Find the general term in the sequence with generating function

Question

Let $a_n$ be the sequence defined by $$a_0 = 1,$$ $$2a_{n+1}=\sum_{i=0}^n\binom{n}{i}a_ia_{n-i}$$ I want to find the general term. I have noticed that $$\sum_{i=0}^n\binom{n}{i} = 2^n$$ but don't know how to go beyond that. Really need help here.

Answer 1

There might be a more elegant way to manipulate the recurrence directly without a helper sequence, but this is the way I determined.

Define the sequence $b_n=\frac{a_n}{n!}$. We have that $b_0=1$ and $2(n+1)b_{n+1}=\sum_{i=0}^n b_ib_{n-i}$.

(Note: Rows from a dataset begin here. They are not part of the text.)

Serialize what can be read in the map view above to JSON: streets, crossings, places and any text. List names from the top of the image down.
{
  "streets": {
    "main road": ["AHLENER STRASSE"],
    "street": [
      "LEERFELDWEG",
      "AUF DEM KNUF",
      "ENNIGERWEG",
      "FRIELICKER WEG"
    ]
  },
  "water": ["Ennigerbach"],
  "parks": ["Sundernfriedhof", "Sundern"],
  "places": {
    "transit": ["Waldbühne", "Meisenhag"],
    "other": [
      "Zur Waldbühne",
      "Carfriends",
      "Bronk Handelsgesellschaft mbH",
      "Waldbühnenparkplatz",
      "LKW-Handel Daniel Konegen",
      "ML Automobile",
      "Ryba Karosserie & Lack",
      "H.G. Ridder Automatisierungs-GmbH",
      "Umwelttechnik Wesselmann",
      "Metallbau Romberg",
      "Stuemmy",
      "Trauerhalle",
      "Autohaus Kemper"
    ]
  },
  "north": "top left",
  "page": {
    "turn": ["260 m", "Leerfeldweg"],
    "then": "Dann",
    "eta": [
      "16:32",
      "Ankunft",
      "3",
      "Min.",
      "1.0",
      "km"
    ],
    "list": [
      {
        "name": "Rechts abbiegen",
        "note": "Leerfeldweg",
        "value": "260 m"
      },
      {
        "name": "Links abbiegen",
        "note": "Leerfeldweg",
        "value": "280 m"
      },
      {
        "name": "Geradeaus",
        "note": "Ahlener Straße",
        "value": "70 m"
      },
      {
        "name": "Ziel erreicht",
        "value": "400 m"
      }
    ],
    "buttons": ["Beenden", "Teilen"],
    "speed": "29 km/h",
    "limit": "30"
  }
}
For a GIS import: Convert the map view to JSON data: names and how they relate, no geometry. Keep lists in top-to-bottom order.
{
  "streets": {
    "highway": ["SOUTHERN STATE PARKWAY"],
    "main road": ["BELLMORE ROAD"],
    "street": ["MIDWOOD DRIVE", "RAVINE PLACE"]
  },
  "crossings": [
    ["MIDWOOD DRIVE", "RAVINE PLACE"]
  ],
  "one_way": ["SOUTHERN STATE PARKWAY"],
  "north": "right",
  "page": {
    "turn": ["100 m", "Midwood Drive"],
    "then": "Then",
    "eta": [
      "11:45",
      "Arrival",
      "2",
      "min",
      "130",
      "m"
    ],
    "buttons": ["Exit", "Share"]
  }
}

If $B(x)=\sum_{i=0}^\infty b_ix^i$, then note that $\sum_{i=0}^n b_ib_{n-i}$ is the coefficient of $x^n$ in $B(x)^2$. Moreover, $2(n+1)b_{n+1}$ is the coefficient of $x^n$ in $2B'(x)$. Since $2B'(x)$ and $B(x)^2$ have the same coefficients for all $n$, it follows that $$2B'(x)=B(x)^2$$ $$\frac{2B'(x)}{B(x)^2}=1$$ $$\int \frac{2B'(x)}{B(x)^2}\, dx=\int 1\, dx$$ $$-\frac{2}{B(x)}=x+C$$ $$B(x)=-\frac{2}{x+C}$$ There is also a singular solution of $B(x)\equiv 0$. However, since $B(0)=1$ (since $b_0=1$), we know that we must have $B(x)=-\frac{2}{x-2}$.

So $B(x)=\frac{1}{1-\frac{x}{2}}=\sum_{n=0}^\infty \frac{x^n}{2^n}$. Hence, $b_n=2^{-n}$ and $a_n=\boxed{2^{-n}(n!)}$